If y = (x – 1)(2x + 3)(sec x); evaluate y'.

Strategy # 1 - multiply out 1st, then differentiate:

y = (2x^2 + x – 3)(sec x) = 2x^2(sec x) + x(sec x) – 3(sec x)

y' = 2x^2(sec x)(tan x) + 4x(sec x) + x(sec x)(tan x) + (sec x) – 3(sec x)(tan x).

Strategy # 2 - use the product rule, then segregate and recombine like terms:

y' = (x – 1)(2x + 3)(sec x)(tan x) + 2(x – 1)(sec x) + (2x + 3)(sec x) =

(2x^2 + x – 3)(sec x)(tan x) + 2x(sec x) – 2(sec x) + 2x(sec x) + 3(sec x) =

2x^2(sec x)(tan x) + x(sec x)(tan x) – 3(sec x)(tan x) + 2x(sec x) – 2(sec x) + 2x(sec x) + 3(sec x) =

2x^2(sec x)(tan x) + 4x(sec x) + x(sec x)(tan x) + (sec x) – 3(sec x)(tan x).
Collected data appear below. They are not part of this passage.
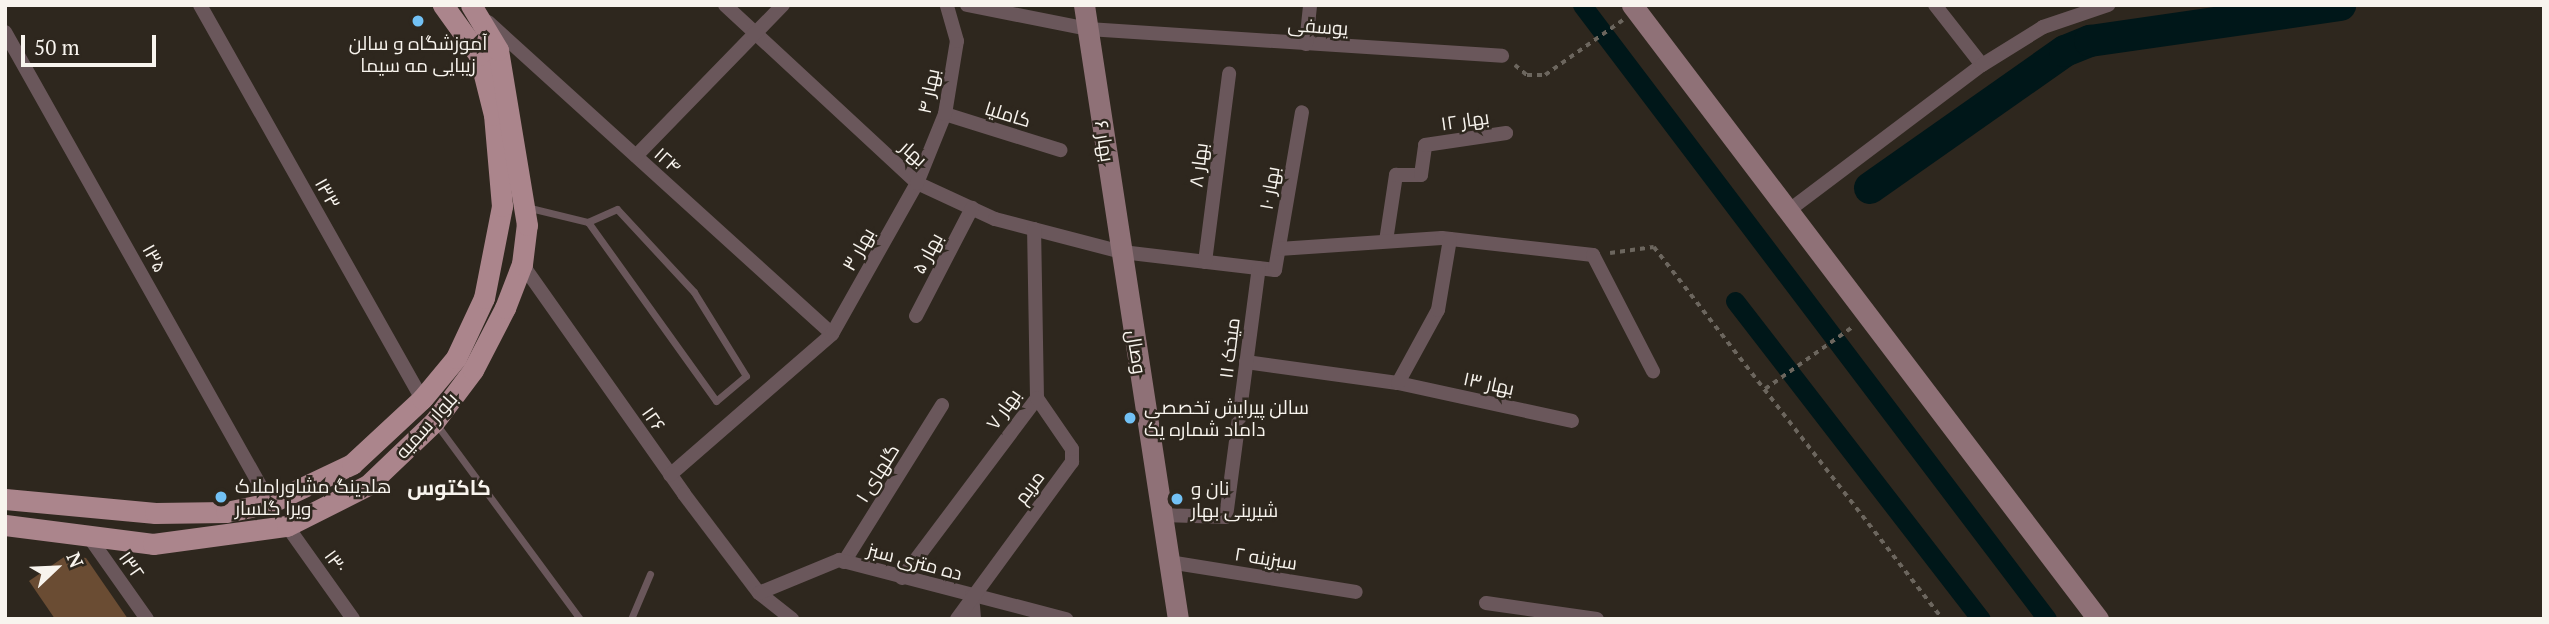 <!DOCTYPE html>
<meta charset="utf-8">
<style>
body{margin:0}
#map{position:relative;width:2549px;height:624px;overflow:hidden;background:#2e271e;font-family:"PT Serif",Cairo,serif}
div>[style]{position:absolute}
[style*='--x']{left:calc(var(--x)*1px);top:calc(var(--y)*1px);width:calc(var(--w)*1px);rotate:calc(var(--a)*1deg)}
.canal>*{height:19px;margin:-9.5px;padding:0 9.5px;transform-origin:9.5px;border-radius:9.5px;background:#001719}
.river>*{height:32px;margin:-16px;padding:0 16px;transform-origin:16px;border-radius:16px;background:#001719}
.building>*{inset:0;background:#6a4c33}
.path>*{height:3.5px;margin-top:-1.75px;transform-origin:0;background:repeating-linear-gradient(90deg,#6c665e 0 5px,transparent 0 10px)}
.service>*{height:7px;margin:-3.5px;padding:0 3.5px;transform-origin:3.5px;border-radius:3.5px;background:#6a575b}
.minor>*{height:14px;margin:-7px;padding:0 7px;transform-origin:7px;border-radius:7px;background:#6a575b}
.secondary>*{height:21px;margin:-10.5px;padding:0 10.5px;transform-origin:10.5px;border-radius:10.5px;background:#8f7177}
.primary>*{height:21px;margin:-10.5px;padding:0 10.5px;transform-origin:10.5px;border-radius:10.5px;background:#ab858c}
.dots>*{width:19px;height:19px;translate:-50% -50%;box-sizing:border-box;border:4px solid #2e271e;border-radius:50%}
span{translate:-50% -50%;white-space:nowrap;text-align:center;line-height:1.15;-webkit-text-stroke:5px #2e271e;paint-order:stroke}
.street-label{font-size:19px;color:#f8f4ee}
.poi-label{font-size:19px;color:#f8f4ee}
.left{translate:0 -50%;text-align:left}
.neighbourhood-label{font-size:21px;color:#f8f4ee;font-weight:700}
.frame{position:absolute;inset:0;border:7px solid #f8f4ee;pointer-events:none}
.north{position:absolute;left:21px;top:533px;width:70px;height:70px;-webkit-text-stroke:5px #2e271e;paint-order:stroke;rotate:67deg;font-size:19px;font-weight:700;line-height:28px;text-align:center;color:#f8f4ee}
.north::after{content:'';display:block;margin:auto;width:24px;height:32px;background:#f8f4ee;clip-path:polygon(50% 0,100% 100%,50% 72%,0 100%)}
.scale{position:absolute;left:21px;top:35px;width:135px;height:32px;box-sizing:border-box;border:4px solid #f8f4ee;border-top:0;padding-left:9px;font-size:21px;line-height:24px;white-space:nowrap;color:#f8f4ee;-webkit-text-stroke:5px #2e271e;paint-order:stroke}
</style>
<div id="map">
<div class="canal">
<div style="--x:1582;--y:5;--w:770;--a:52.86"></div>
<div style="--x:1735;--y:301;--w:402;--a:52.3"></div>
</div>
<div class="river">
<div style="--x:1870;--y:188;--w:238;--a:-35.1"></div>
<div style="--x:2065;--y:51;--w:27;--a:-22"></div>
<div style="--x:2090;--y:41;--w:253;--a:-8.2"></div>
</div>
<div class="building">
<div style="clip-path:polygon(67px 555px,86px 558px,128px 619px,55px 619px,29px 581px)"></div>
</div>
<div class="path">
<div style="--x:1515;--y:65;--w:16;--a:40"></div>
<div style="--x:1527;--y:75;--w:18;--a:0"></div>
<div style="--x:1545;--y:75;--w:95;--a:-35.2"></div>
<div style="--x:1610;--y:253;--w:44;--a:-7.8"></div>
<div style="--x:1654;--y:247;--w:471;--a:52.2"></div>
<div style="--x:1765;--y:389;--w:109;--a:-35.3"></div>
</div>
<div class="service">
<div style="--x:526;--y:207;--w:64;--a:13.6"></div>
<div style="--x:588;--y:222;--w:220;--a:54.4"></div>
<div style="--x:716;--y:401;--w:39;--a:-40"></div>
<div style="--x:746;--y:376;--w:99;--a:-121.8"></div>
<div style="--x:694;--y:292;--w:113;--a:-132.9"></div>
<div style="--x:617;--y:209;--w:32;--a:156"></div>
<div style="--x:437;--y:425;--w:241;--a:53.6"></div>
<div style="--x:631;--y:619;--w:49;--a:-67.1"></div>
</div>
<div class="minor">
<div style="--x:200;--y:5;--w:452;--a:60.6"></div>
<div style="--x:725;--y:5;--w:262;--a:42.8"></div>
<div style="--x:917;--y:183;--w:86;--a:24.8"></div>
<div style="--x:995;--y:219;--w:131;--a:14.6"></div>
<div style="--x:1122;--y:252;--w:154;--a:6.7"></div>
<div style="--x:1275;--y:270;--w:160;--a:-80.3"></div>
<div style="--x:967;--y:5;--w:123;--a:11.2"></div>
<div style="--x:1088;--y:29;--w:415;--a:3.7"></div>
<div style="--x:1935;--y:5;--w:76;--a:51.9"></div>
<div style="--x:488;--y:22;--w:464;--a:42.2"></div>
<div style="--x:5;--y:32;--w:540;--a:60.64"></div>
<div style="--x:1306;--y:44;--w:39;--a:-84"></div>
<div style="--x:945;--y:114;--w:121;--a:17.4"></div>
<div style="--x:636;--y:156;--w:211;--a:-45.8"></div>
<div style="--x:1788;--y:211;--w:243;--a:-37"></div>
<div style="--x:1982;--y:65;--w:72;--a:-31.9"></div>
<div style="--x:2043;--y:27;--w:69;--a:-18.7"></div>
<div style="--x:1386;--y:241;--w:67;--a:-81.4"></div>
<div style="--x:1396;--y:175;--w:25;--a:0"></div>
<div style="--x:1421;--y:175;--w:30;--a:-82"></div>
<div style="--x:1425;--y:145;--w:82;--a:-8.4"></div>
<div style="--x:1279;--y:249;--w:163;--a:-3.9"></div>
<div style="--x:1442;--y:238;--w:152;--a:6.4"></div>
<div style="--x:1593;--y:255;--w:131;--a:62.7"></div>
<div style="--x:1205;--y:262;--w:190;--a:-82.7"></div>
<div style="--x:522;--y:264;--w:281;--a:54.8"></div>
<div style="--x:684;--y:494;--w:124;--a:52.9"></div>
<div style="--x:759;--y:593;--w:42;--a:38.2"></div>
<div style="--x:916;--y:316;--w:122;--a:-62.6"></div>
<div style="--x:1246;--y:362;--w:153;--a:7.9"></div>
<div style="--x:1398;--y:383;--w:178;--a:12.3"></div>
<div style="--x:1398;--y:383;--w:83;--a:-61.3"></div>
<div style="--x:1438;--y:310;--w:72;--a:-80.4"></div>
<div style="--x:670;--y:475;--w:215;--a:-41"></div>
<div style="--x:832;--y:334;--w:173;--a:-60.6"></div>
<div style="--x:917;--y:183;--w:74;--a:-67.9"></div>
<div style="--x:945;--y:114;--w:74;--a:-80.7"></div>
<div style="--x:957;--y:41;--w:37;--a:-106"></div>
<div style="--x:1162;--y:515;--w:64;--a:1.8"></div>
<div style="--x:1226;--y:517;--w:251;--a:-82.5"></div>
<div style="--x:287;--y:526;--w:114;--a:54.6"></div>
<div style="--x:87;--y:534;--w:104;--a:54.8"></div>
<div style="--x:844;--y:562;--w:185;--a:-58"></div>
<div style="--x:1169;--y:562;--w:189;--a:9.1"></div>
<div style="--x:902;--y:578;--w:225;--a:-53.1"></div>
<div style="--x:1037;--y:398;--w:169;--a:-91"></div>
<div style="--x:759;--y:593;--w:87;--a:-22.4"></div>
<div style="--x:839;--y:560;--w:235;--a:14.6"></div>
<div style="--x:972;--y:595;--w:24;--a:85"></div>
<div style="--x:1486;--y:603;--w:112;--a:8.2"></div>
<div style="--x:957;--y:619;--w:195;--a:-53.8"></div>
<div style="--x:1072;--y:462;--w:13;--a:-90"></div>
<div style="--x:1072;--y:449;--w:62;--a:-124.5"></div>
</div>
<div class="secondary">
<div style="--x:1084;--y:5;--w:621;--a:81.3"></div>
<div style="--x:1632;--y:5;--w:771;--a:52.8"></div>
</div>
<div class="primary">
<div style="--x:5;--y:499;--w:151;--a:5.3"></div>
<div style="--x:155;--y:513;--w:71;--a:-0.8"></div>
<div style="--x:226;--y:512;--w:45;--a:-11.6"></div>
<div style="--x:270;--y:503;--w:91;--a:-25.4"></div>
<div style="--x:352;--y:464;--w:96;--a:-42.9"></div>
<div style="--x:422;--y:399;--w:53;--a:-50.3"></div>
<div style="--x:456;--y:358;--w:66;--a:-65"></div>
<div style="--x:484;--y:298;--w:94;--a:-78.9"></div>
<div style="--x:502;--y:206;--w:91;--a:-95"></div>
<div style="--x:494;--y:115;--w:62;--a:-104"></div>
<div style="--x:479;--y:55;--w:62;--a:-125.8"></div>
<div style="--x:5;--y:525;--w:149;--a:7.3"></div>
<div style="--x:153;--y:544;--w:135;--a:-7.7"></div>
<div style="--x:287;--y:526;--w:91;--a:-26.8"></div>
<div style="--x:368;--y:485;--w:91;--a:-43.7"></div>
<div style="--x:434;--y:422;--w:65;--a:-53.1"></div>
<div style="--x:473;--y:370;--w:70;--a:-62.7"></div>
<div style="--x:505;--y:308;--w:47;--a:-68.9"></div>
<div style="--x:522;--y:264;--w:39;--a:-83"></div>
<div style="--x:527;--y:225;--w:177;--a:-99.4"></div>
<div style="--x:498;--y:50;--w:52;--a:-121"></div>
</div>
<div class="dots">
<div style="left:418px;top:21px;background:#72c1f5"></div>
<div style="left:1130px;top:418px;background:#72c1f5"></div>
<div style="left:221px;top:497px;background:#72c1f5"></div>
<div style="left:1177px;top:499px;background:#72c1f5"></div>
</div>
<div class="street-label">
<span style="left:1318px;top:26px;rotate:4deg">یوسفی</span>
<span style="left:928px;top:91px;rotate:-78deg">بهار ۴</span>
<span style="left:1008px;top:114px;rotate:17deg">کاملیا</span>
<span style="left:1465px;top:120px;rotate:-8deg">بهار ۱۲</span>
<span style="left:1105px;top:141px;rotate:81deg">بهار ۶</span>
<span style="left:914px;top:153px;rotate:42deg">بهار</span>
<span style="left:668px;top:160px;rotate:42deg">۱۲۴</span>
<span style="left:1198px;top:165px;rotate:-83deg">بهار ۸</span>
<span style="left:1269px;top:188px;rotate:-80deg">بهار ۱۰</span>
<span style="left:328px;top:193px;rotate:61deg">۱۳۳</span>
<span style="left:858px;top:249px;rotate:-61deg">بهار ۳</span>
<span style="left:927px;top:253px;rotate:-62deg">بهار ۵</span>
<span style="left:155px;top:258px;rotate:61deg">۱۳۵</span>
<span style="left:1229px;top:348px;rotate:-83deg">میخک ۱۱</span>
<span style="left:1137px;top:352px;rotate:81deg">وصال</span>
<span style="left:1489px;top:383px;rotate:12deg">بهار ۱۳</span>
<span style="left:1003px;top:409px;rotate:-55deg">بهار ۷</span>
<span style="left:654px;top:419px;rotate:55deg">۱۲۶</span>
<span style="left:426px;top:425px;rotate:-48deg">بلوار سمیه</span>
<span style="left:877px;top:473px;rotate:-58deg">گلهای ۱</span>
<span style="left:1029px;top:487px;rotate:-53deg">مریم</span>
<span style="left:1266px;top:558px;rotate:9deg">سبزینه ۲</span>
<span style="left:336px;top:561px;rotate:54deg">۱۳۰</span>
<span style="left:915px;top:561px;rotate:15deg">ده متری سبز</span>
<span style="left:132px;top:565px;rotate:55deg">۱۳۲</span>
</div>
<div class="poi-label">
<span style="left:418px;top:54px">آموزشگاه و سالن<br>زیبایی مه سیما</span>
<span class="left" style="left:1144px;top:418px">سالن پیرایش تخصصی<br>داماد شماره یک</span>
<span class="left" style="left:235px;top:497px">هلدینگ مشاوراملاک<br>ویرا گلسار</span>
<span class="left" style="left:1191px;top:499px">نان و<br>شیرینی بهار</span>
</div>
<div class="neighbourhood-label">
<span style="left:449px;top:487px">کاکتوس</span>
</div>
<div class="frame"></div>
<div class="north">N</div>
<div class="scale">50 m</div>
</div>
Strategy # 3 - take the natural log of both sides, then differentiate:

ln y = ln(x – 1) + ln(2x + 3) + ln(sec x)

y'/y = [1/(x – 1)] + [2/(2x + 3)] + [(sec x)(tan x)/(sec x)] = [1/(x – 1)] + [2/(2x + 3)] + (tan x)

Next we multiplying both sides by y = (x – 1)(2x + 3)(sec x);

y' = [(x – 1)(2x + 3)(sec x)/(x – 1)] + [2(x – 1)(2x + 3)(sec x)/(2x + 3)] + (x – 1)(2x + 3)(sec x)(tan x) =

(2x + 3)(sec x) + 2(x – 1)(sec x) + (x – 1)(2x + 3)(sec x)(tan x); which is equivalent to the 1st step of strategy # 2.

Which way you choose to evaluate any “dy/dx” will of course depend on the composition of y = f(x)g(x)h(x), etc. And perhaps you will have to experiment in advance of the exam with various combinations of algebraic, trigonometric and logarithmic or exponential functions. Remember, your teacher or professor can be quite “resourceful” come test time!

So, when time is tight on that final, do what works best for YOU!